## [Exercise goal]
In the entries below, find each line bearing the string "pixel" and copy it.
*** Data listing ***
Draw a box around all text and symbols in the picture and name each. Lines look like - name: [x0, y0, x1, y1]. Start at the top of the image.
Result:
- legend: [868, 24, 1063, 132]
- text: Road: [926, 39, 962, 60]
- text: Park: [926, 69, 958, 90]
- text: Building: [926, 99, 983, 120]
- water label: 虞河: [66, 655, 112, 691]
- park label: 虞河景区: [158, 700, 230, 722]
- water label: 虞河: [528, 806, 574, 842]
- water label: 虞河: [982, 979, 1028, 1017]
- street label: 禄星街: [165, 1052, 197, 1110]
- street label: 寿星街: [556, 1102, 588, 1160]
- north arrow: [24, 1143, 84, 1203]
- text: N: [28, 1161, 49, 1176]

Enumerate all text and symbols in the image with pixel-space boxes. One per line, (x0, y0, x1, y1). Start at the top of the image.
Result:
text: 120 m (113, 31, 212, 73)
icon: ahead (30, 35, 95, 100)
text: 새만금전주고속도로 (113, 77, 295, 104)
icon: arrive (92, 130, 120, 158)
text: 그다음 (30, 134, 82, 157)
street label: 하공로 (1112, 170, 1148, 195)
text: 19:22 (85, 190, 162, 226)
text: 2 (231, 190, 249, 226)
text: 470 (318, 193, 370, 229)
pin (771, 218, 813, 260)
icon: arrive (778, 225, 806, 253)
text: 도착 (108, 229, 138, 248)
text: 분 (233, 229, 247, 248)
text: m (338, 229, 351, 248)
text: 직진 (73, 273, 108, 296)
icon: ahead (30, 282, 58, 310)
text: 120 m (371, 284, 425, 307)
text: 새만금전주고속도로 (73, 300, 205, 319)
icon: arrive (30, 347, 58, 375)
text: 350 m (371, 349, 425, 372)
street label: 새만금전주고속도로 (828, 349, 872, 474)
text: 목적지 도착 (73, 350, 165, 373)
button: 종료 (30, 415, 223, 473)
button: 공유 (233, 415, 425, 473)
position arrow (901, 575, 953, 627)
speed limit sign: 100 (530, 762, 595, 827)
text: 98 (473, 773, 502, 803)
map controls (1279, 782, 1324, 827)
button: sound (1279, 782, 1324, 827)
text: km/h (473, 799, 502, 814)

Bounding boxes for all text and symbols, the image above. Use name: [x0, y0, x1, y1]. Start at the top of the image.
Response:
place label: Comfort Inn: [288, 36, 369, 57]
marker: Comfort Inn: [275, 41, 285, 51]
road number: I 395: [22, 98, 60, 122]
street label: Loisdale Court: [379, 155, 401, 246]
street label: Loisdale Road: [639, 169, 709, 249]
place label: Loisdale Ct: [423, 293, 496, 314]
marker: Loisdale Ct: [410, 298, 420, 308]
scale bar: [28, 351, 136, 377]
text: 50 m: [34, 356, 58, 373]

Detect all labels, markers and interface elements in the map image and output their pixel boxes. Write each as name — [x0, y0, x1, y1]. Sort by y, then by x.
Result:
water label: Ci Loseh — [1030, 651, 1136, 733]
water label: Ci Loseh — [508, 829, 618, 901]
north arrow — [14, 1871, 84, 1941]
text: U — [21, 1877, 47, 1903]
***
## [Result]
Enumerate all text and symbols in the image with pixel-space boxes. One per line, (x0, y0, x1, y1). Start at the top of the image.
Detect all labels, markers and interface elements in the map image and output their pixel boxes. Write each as name — [x0, y0, x1, y1]. Sort by y, then by x.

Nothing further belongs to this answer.